TEHRAN, Feb. 24 — Dozens of Iranian students were arrested Monday after they protested a government decision to rebury troops who died in the Iran-Iraq war on the grounds of a Tehran university, Iranian student Web sites reported. The semiofficial Fars News Agency said that “a few people tried to create problems and prevent the burying of the martyrs” but did not mention arrests.

Students said 70 people were arrested in the altercation at Amirkabir University of Technology. Cellphone clips posted on YouTube show the reburial ceremony and two groups of people shouting and shoving.

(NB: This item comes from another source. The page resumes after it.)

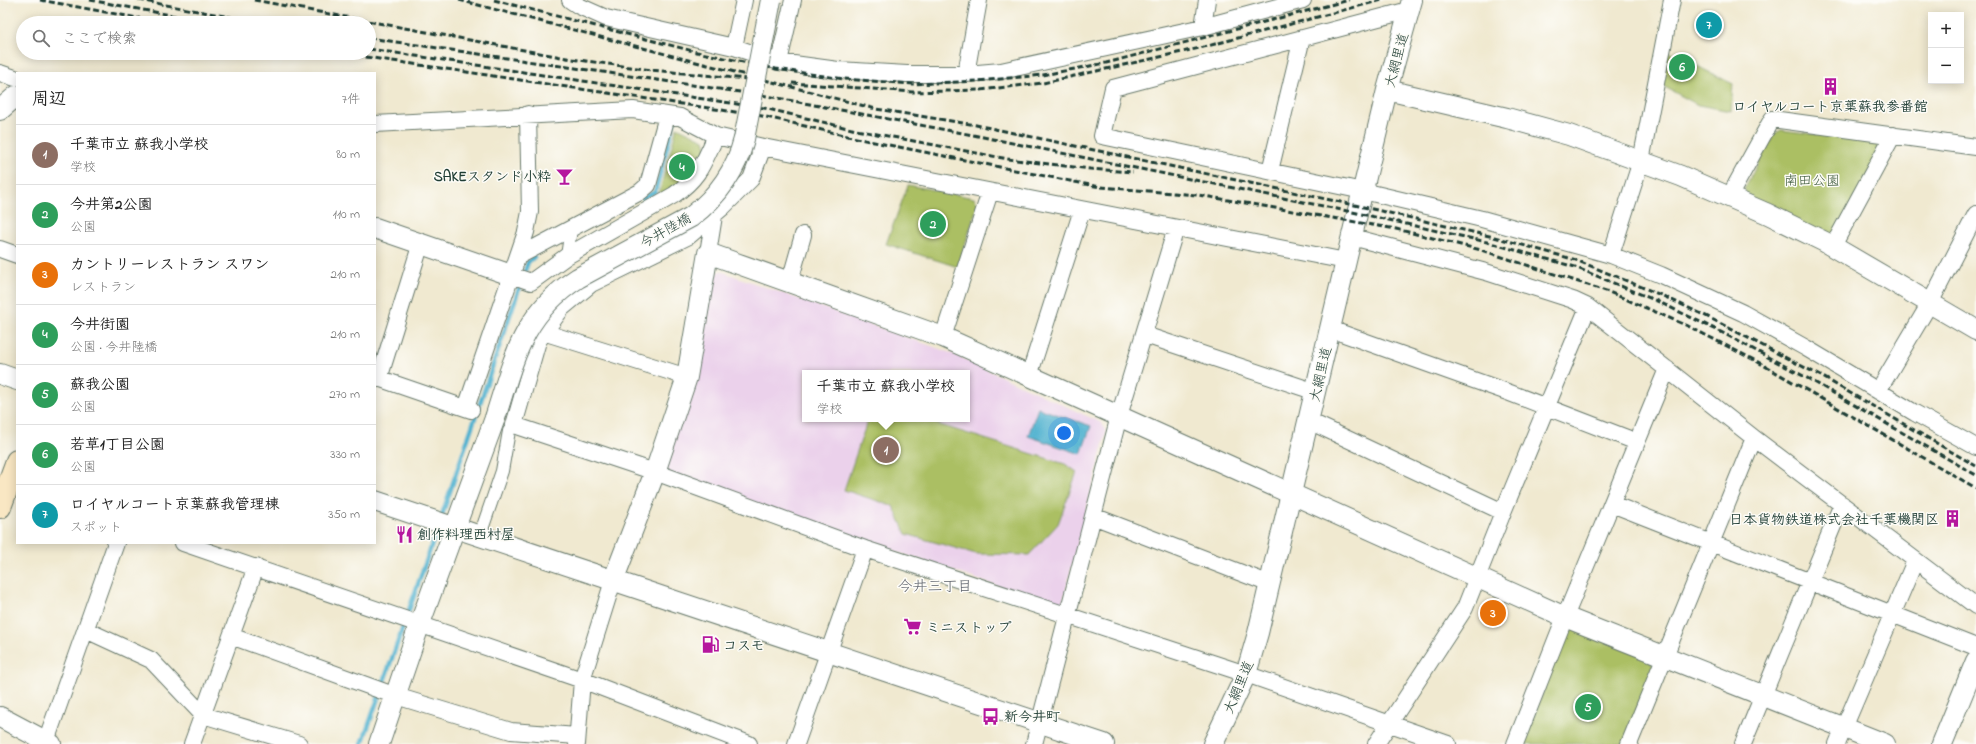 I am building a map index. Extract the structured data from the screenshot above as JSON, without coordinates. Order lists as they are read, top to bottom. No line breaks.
{"streets":{"street":["大網里道","今井陸橋"]},"districts":["今井三丁目"],"parks":["南田公園"],"places":{"building":["ロイヤルコート京葉蘇我参番館","日本貨物鉄道株式会社千葉機関区"],"bar":["SAKEスタンド小粋"],"restaurant":["創作料理西村屋"],"supermarket":["ミニストップ"],"fuel station":["コスモ"],"bus stop":["新今井町"]},"page":{"pins":["7","6","4","2","1","3","5"],"map_buttons":["+","−"],"search":"ここで検索","heading":["周辺","7件"],"list":[{"mark":"1","name":"千葉市立 蘇我小学校","note":"学校","value":"80 m"},{"mark":"2","name":"今井第2公園","note":"公園","value":"110 m"},{"mark":"3","name":"カントリーレストラン スワン","note":"レストラン","value":"210 m"},{"mark":"4","name":"今井街園","note":"公園 · 今井陸橋","value":"210 m"},{"mark":"5","name":"蘇我公園","note":"公園","value":"270 m"},{"mark":"6","name":"若草1丁目公園","note":"公園","value":"330 m"},{"mark":"7","name":"ロイヤルコート京葉蘇我管理棟","note":"スポット","value":"350 m"}],"popup":["千葉市立 蘇我小学校","学校"]}} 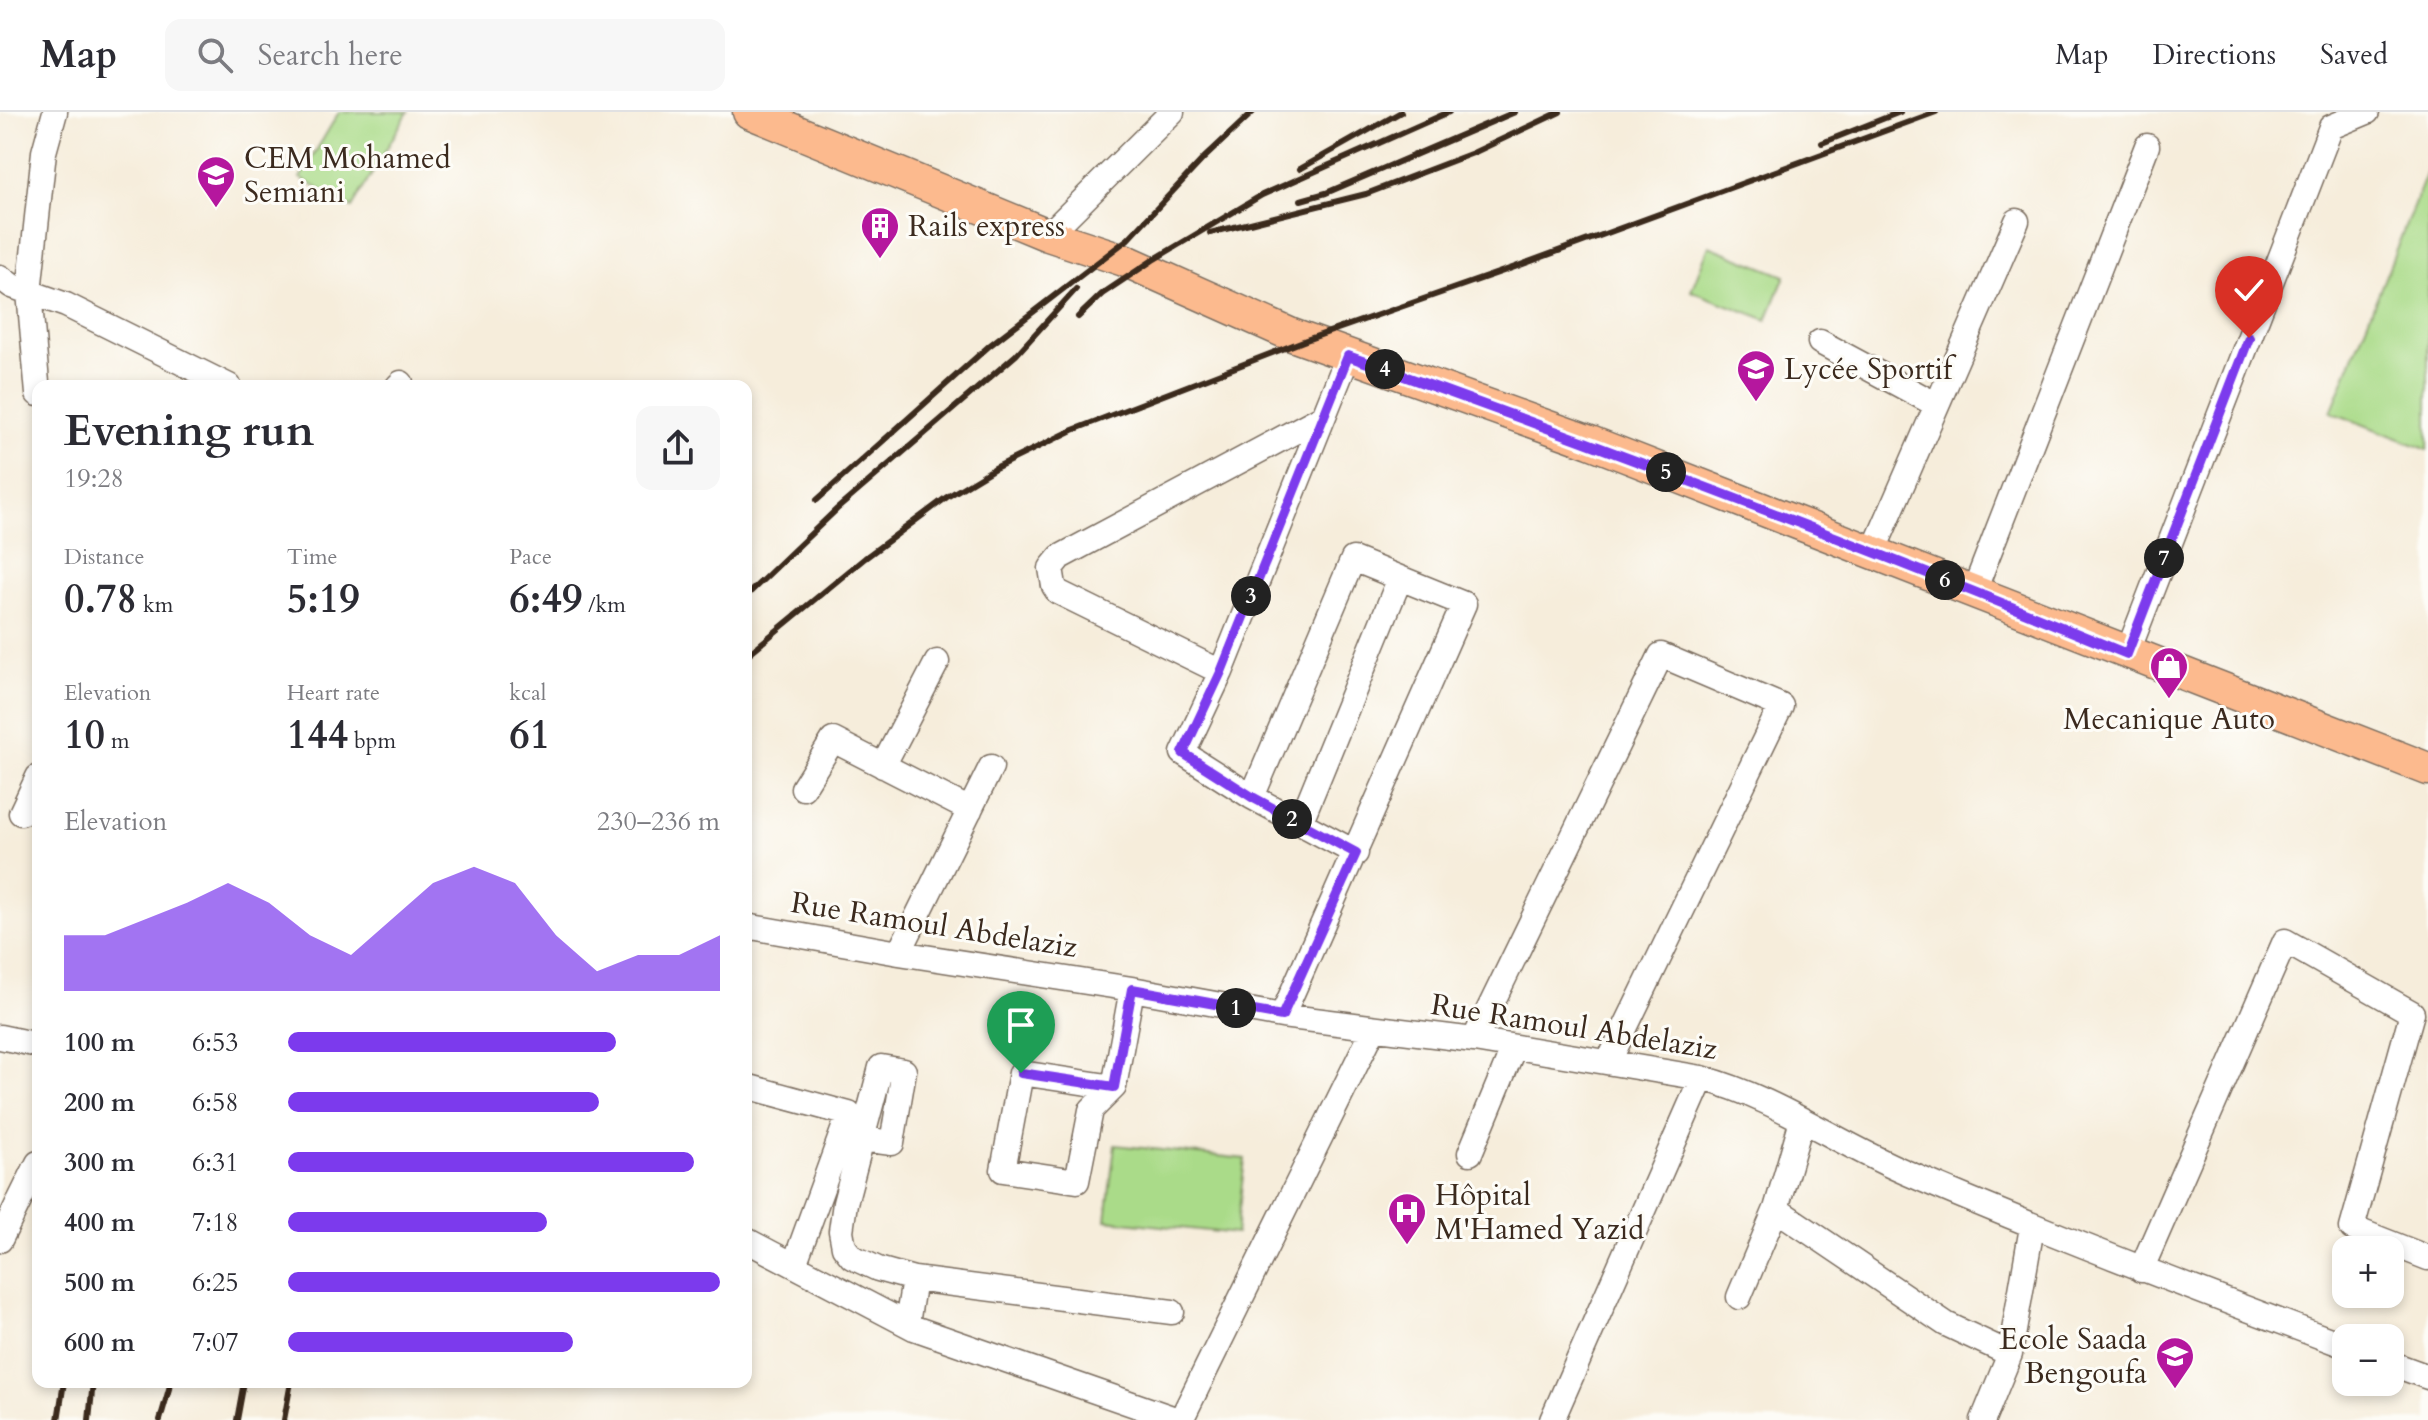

Protesters say they fear that the government will use the presence of war graves on campuses as a pretext for official suppression of demonstrations, political or otherwise.

According to Fars News, the leaders of the protest had links to a student group that has organized demonstrations in the past, calling for more democracy but also better living conditions on the prestigious university’s campuses.

Student protests have become rare since Mahmoud Ahmadinejad became president in 2005 and measures were imposed under which students can be suspended or expelled from state-funded universities if they participate in activities — such as demonstrations — that are deemed “against the system.” There are about 2 million university students in Iran.

On Monday night, friends and family members waited in front of the police station where many of the arrested demonstrators had been brought.

“We were filmed first, and many of us were arrested while leaving the university campus,” said a student who was waiting for a friend’s release, speaking on the condition of anonymity.

Amirkabir University’s news Web site, AUTnews.com, which is controlled by the students who organized the demonstration, said that 20 students were transferred to Tehran’s Evin Prison and that the others had been released overnight. It also reported the arrests of five student leaders Tuesday.

When Ahmadinejad became mayor of Tehran in 2003, he proposed that remains of troops killed in the war be reburied at each of the city’s squares as a tribute to their sacrifice. The city council opposed the idea at the time.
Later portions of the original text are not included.